Brief ▸ In the data below, find the lines containing "they" and say how many there are, nothing more.

(Beginning of Task inputs)

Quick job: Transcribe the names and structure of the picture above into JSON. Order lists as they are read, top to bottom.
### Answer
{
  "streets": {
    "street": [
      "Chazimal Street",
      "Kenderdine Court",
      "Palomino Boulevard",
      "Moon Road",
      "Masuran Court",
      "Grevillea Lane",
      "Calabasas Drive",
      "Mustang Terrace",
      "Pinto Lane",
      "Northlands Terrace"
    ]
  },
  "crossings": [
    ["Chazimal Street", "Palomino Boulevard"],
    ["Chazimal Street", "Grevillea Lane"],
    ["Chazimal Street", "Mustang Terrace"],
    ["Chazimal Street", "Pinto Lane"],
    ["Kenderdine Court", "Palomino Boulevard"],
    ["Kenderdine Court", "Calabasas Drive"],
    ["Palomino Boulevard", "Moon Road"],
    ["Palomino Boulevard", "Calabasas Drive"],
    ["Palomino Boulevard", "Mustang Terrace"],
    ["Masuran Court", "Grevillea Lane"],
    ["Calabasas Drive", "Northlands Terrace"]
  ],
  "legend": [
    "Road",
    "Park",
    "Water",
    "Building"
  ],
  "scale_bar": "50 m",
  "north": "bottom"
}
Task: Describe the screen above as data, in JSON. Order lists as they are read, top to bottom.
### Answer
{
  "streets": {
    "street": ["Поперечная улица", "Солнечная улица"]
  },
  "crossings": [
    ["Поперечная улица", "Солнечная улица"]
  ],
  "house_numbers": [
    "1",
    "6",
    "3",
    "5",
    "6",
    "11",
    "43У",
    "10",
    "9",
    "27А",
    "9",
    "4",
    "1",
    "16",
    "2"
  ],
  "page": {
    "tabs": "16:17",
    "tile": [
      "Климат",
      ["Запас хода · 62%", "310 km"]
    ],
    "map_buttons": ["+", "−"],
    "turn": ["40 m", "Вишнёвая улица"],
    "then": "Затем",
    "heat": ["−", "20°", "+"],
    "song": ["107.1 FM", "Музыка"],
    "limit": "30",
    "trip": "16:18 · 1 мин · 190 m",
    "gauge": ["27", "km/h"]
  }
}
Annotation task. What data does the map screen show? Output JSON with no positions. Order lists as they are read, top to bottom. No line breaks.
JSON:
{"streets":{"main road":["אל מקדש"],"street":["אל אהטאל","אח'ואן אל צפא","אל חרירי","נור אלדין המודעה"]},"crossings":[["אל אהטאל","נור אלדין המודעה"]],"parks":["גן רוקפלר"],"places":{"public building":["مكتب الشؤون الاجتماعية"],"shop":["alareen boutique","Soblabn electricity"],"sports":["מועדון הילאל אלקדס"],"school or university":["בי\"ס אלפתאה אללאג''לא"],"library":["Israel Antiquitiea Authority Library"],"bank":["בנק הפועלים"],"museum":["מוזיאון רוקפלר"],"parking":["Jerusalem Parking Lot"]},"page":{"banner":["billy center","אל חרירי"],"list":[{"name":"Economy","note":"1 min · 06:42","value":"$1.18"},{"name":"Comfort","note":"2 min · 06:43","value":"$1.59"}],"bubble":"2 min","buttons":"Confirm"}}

(End of Task inputs)

Response for this exercise ▸ 3